**Your goal**
Write out again only the lines that run from the start of the entries to the line containing "For a GIS import: Read", both included.

START Working data

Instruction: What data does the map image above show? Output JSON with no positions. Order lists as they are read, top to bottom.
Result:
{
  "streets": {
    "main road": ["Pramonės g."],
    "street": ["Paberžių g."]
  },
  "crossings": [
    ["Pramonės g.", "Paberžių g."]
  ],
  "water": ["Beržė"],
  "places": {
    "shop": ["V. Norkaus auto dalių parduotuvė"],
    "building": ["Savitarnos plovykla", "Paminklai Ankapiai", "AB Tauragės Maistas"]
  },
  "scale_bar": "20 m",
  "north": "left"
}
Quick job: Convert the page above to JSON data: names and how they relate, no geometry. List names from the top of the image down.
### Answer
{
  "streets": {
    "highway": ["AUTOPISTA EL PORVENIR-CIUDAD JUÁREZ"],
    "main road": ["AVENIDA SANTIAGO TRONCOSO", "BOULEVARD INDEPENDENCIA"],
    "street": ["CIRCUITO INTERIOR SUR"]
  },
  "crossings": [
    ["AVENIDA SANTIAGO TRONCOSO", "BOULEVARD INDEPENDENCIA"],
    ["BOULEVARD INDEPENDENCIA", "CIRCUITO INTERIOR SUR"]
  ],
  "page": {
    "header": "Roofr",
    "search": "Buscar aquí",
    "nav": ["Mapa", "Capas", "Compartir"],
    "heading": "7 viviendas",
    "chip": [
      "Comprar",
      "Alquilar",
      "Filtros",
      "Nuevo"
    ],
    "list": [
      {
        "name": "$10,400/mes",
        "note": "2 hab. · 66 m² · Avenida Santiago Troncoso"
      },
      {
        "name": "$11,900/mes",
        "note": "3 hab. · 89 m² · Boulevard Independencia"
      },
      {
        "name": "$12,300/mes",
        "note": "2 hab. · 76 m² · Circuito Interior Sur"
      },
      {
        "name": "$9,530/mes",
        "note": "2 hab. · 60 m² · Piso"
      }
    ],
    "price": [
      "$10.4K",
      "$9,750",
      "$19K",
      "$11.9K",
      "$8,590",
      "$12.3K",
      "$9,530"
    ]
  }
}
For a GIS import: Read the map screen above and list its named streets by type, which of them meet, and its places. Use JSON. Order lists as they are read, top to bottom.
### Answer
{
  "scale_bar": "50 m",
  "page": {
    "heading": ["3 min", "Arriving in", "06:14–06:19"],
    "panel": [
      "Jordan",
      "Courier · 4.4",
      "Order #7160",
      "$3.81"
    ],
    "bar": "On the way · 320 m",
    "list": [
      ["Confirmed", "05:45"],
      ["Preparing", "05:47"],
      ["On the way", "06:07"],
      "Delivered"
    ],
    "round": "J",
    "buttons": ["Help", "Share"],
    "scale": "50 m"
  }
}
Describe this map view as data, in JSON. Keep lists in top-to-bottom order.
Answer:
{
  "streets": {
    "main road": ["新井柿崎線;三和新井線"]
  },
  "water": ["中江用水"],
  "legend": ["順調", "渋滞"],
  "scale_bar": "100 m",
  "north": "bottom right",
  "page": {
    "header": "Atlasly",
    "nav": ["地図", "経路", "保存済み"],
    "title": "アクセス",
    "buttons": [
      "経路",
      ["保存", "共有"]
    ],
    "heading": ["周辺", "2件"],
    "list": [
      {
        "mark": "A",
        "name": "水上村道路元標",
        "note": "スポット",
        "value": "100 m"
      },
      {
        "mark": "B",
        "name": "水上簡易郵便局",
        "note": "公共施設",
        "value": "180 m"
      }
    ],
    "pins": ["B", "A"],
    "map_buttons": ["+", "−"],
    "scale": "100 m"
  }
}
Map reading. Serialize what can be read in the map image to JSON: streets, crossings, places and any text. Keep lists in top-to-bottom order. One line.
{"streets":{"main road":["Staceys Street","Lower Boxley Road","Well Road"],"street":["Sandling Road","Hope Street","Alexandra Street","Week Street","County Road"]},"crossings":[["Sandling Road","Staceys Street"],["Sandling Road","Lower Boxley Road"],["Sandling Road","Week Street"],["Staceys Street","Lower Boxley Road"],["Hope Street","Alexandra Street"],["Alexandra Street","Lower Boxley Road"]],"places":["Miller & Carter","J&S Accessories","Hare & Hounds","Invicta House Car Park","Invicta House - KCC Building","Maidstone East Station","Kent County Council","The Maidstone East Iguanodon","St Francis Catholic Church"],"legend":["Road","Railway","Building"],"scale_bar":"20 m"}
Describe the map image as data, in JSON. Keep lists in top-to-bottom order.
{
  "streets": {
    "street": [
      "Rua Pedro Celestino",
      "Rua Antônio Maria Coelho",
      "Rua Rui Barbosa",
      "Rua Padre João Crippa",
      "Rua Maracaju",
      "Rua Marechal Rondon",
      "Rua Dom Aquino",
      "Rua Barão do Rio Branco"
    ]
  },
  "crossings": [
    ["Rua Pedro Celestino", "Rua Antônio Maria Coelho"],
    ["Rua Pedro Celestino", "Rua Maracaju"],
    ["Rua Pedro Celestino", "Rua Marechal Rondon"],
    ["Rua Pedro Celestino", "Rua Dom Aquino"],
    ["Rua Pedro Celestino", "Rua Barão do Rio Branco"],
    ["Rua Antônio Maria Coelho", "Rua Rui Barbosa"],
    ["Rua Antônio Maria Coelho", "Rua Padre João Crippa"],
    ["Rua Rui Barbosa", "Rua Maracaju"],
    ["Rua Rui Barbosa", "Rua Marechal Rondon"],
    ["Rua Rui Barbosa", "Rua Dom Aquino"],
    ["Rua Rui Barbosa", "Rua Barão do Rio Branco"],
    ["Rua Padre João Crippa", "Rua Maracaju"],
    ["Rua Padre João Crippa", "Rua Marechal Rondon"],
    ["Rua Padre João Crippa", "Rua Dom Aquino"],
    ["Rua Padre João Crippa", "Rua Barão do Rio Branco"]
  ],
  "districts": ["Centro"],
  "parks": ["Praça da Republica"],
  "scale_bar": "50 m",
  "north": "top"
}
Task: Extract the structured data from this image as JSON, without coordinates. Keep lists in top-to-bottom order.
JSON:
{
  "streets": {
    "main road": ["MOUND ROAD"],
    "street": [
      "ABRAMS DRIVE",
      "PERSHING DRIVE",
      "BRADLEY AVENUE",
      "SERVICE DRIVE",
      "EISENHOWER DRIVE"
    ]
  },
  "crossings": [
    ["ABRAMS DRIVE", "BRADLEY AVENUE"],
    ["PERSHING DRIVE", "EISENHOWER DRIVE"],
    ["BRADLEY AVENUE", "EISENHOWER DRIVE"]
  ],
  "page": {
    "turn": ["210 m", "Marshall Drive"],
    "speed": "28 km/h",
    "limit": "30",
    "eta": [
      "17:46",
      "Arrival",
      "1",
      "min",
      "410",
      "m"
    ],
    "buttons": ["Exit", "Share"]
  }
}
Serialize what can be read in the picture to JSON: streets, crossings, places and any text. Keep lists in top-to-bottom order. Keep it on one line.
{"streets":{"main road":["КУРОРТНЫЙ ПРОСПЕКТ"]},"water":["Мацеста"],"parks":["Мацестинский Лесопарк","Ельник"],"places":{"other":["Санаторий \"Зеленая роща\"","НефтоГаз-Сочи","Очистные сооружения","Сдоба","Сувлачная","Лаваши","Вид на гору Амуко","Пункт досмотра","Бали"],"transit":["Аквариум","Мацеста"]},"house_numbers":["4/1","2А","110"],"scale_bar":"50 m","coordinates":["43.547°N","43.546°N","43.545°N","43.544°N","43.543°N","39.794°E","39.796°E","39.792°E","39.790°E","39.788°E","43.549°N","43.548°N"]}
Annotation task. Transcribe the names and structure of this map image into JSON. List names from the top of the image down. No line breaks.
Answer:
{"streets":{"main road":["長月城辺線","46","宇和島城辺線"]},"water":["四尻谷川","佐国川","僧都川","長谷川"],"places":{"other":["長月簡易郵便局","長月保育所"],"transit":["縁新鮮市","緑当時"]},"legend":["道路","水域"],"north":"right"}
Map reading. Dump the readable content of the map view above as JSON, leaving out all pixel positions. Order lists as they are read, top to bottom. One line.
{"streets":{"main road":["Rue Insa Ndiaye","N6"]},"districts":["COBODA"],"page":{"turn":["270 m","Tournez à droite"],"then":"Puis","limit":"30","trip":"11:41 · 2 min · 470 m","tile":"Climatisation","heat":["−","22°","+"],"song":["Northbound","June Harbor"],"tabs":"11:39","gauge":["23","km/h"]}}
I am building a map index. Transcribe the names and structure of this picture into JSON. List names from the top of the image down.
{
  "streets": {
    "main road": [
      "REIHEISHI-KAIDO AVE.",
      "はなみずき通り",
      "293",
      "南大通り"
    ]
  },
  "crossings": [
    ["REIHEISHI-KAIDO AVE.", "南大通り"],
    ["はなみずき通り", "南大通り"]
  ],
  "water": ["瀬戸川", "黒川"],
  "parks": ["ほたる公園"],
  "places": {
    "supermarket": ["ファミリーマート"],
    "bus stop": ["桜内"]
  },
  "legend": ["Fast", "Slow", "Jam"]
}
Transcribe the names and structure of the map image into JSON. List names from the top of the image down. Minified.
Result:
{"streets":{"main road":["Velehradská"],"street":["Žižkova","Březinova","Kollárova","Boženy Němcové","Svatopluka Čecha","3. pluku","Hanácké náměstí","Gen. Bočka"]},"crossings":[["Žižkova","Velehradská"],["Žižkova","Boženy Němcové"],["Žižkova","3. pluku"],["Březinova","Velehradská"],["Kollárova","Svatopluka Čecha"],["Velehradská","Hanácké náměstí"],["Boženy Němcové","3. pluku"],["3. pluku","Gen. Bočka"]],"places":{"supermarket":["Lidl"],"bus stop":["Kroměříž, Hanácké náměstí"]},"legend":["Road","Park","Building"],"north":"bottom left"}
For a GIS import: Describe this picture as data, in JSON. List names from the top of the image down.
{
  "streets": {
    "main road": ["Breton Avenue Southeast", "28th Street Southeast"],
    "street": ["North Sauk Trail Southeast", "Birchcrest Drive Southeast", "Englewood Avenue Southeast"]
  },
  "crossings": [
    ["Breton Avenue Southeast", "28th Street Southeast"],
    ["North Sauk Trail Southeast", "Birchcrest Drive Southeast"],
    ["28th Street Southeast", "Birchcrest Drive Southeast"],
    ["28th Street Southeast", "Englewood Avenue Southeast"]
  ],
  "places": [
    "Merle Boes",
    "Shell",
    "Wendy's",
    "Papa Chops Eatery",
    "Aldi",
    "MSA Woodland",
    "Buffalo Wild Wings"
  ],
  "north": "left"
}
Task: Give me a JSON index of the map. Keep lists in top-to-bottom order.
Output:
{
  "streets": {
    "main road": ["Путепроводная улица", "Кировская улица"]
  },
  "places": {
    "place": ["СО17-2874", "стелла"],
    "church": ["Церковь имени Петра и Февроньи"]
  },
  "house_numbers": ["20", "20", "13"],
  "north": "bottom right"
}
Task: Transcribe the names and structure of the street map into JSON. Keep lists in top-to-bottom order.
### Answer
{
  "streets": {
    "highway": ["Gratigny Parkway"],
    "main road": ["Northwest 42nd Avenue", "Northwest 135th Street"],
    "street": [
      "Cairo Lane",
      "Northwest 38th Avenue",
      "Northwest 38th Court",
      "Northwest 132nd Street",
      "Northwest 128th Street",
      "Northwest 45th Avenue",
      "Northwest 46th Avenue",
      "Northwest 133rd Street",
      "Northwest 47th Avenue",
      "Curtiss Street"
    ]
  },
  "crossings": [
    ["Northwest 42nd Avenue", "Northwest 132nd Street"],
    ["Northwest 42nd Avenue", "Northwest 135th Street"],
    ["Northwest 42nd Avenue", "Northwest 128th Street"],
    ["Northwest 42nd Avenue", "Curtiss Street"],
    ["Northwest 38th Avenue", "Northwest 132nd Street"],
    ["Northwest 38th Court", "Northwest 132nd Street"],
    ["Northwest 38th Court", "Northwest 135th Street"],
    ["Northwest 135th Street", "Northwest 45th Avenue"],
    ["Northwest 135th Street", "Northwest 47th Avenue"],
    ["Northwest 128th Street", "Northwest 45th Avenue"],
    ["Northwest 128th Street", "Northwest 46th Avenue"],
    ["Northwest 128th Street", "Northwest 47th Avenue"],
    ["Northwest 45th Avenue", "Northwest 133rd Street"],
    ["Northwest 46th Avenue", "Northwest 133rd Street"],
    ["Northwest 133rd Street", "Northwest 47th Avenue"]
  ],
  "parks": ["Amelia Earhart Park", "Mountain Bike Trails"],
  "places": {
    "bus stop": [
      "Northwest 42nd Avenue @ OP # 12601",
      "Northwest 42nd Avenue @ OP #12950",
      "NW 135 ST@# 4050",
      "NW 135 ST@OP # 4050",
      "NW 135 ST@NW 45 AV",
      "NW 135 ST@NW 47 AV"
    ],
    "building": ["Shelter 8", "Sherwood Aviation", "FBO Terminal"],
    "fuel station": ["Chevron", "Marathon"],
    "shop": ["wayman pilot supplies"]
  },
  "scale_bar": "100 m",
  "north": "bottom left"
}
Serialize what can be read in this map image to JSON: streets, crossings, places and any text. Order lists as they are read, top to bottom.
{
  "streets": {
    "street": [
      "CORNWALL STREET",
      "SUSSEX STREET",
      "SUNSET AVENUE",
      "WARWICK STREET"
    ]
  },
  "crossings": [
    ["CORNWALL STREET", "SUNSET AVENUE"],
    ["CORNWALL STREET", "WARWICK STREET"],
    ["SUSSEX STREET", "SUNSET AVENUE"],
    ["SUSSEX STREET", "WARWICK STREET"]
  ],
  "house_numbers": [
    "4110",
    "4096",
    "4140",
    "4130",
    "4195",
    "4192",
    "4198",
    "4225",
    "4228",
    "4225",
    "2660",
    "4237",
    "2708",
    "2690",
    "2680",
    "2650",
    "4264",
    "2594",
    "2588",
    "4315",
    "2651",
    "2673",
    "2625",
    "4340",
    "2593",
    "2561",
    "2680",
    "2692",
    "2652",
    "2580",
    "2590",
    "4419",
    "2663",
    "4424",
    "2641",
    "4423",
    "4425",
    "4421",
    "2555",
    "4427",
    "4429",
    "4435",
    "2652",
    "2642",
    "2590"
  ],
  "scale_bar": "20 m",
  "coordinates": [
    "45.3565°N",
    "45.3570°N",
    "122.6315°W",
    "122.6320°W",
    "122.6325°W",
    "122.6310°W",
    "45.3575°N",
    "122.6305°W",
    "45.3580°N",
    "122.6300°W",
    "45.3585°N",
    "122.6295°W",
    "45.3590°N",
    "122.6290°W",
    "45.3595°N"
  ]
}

END Working data

**Solution to the exercise**
Instruction: What data does the map image above show? Output JSON with no positions. Order lists as they are read, top to bottom.
Result:
{
  "streets": {
    "main road": ["Pramonės g."],
    "street": ["Paberžių g."]
  },
  "crossings": [
    ["Pramonės g.", "Paberžių g."]
  ],
  "water": ["Beržė"],
  "places": {
    "shop": ["V. Norkaus auto dalių parduotuvė"],
    "building": ["Savitarnos plovykla", "Paminklai Ankapiai", "AB Tauragės Maistas"]
  },
  "scale_bar": "20 m",
  "north": "left"
}
Quick job: Convert the page above to JSON data: names and how they relate, no geometry. List names from the top of the image down.
### Answer
{
  "streets": {
    "highway": ["AUTOPISTA EL PORVENIR-CIUDAD JUÁREZ"],
    "main road": ["AVENIDA SANTIAGO TRONCOSO", "BOULEVARD INDEPENDENCIA"],
    "street": ["CIRCUITO INTERIOR SUR"]
  },
  "crossings": [
    ["AVENIDA SANTIAGO TRONCOSO", "BOULEVARD INDEPENDENCIA"],
    ["BOULEVARD INDEPENDENCIA", "CIRCUITO INTERIOR SUR"]
  ],
  "page": {
    "header": "Roofr",
    "search": "Buscar aquí",
    "nav": ["Mapa", "Capas", "Compartir"],
    "heading": "7 viviendas",
    "chip": [
      "Comprar",
      "Alquilar",
      "Filtros",
      "Nuevo"
    ],
    "list": [
      {
        "name": "$10,400/mes",
        "note": "2 hab. · 66 m² · Avenida Santiago Troncoso"
      },
      {
        "name": "$11,900/mes",
        "note": "3 hab. · 89 m² · Boulevard Independencia"
      },
      {
        "name": "$12,300/mes",
        "note": "2 hab. · 76 m² · Circuito Interior Sur"
      },
      {
        "name": "$9,530/mes",
        "note": "2 hab. · 60 m² · Piso"
      }
    ],
    "price": [
      "$10.4K",
      "$9,750",
      "$19K",
      "$11.9K",
      "$8,590",
      "$12.3K",
      "$9,530"
    ]
  }
}
For a GIS import: Read the map screen above and list its named streets by type, which of them meet, and its places. Use JSON. Order lists as they are read, top to bottom.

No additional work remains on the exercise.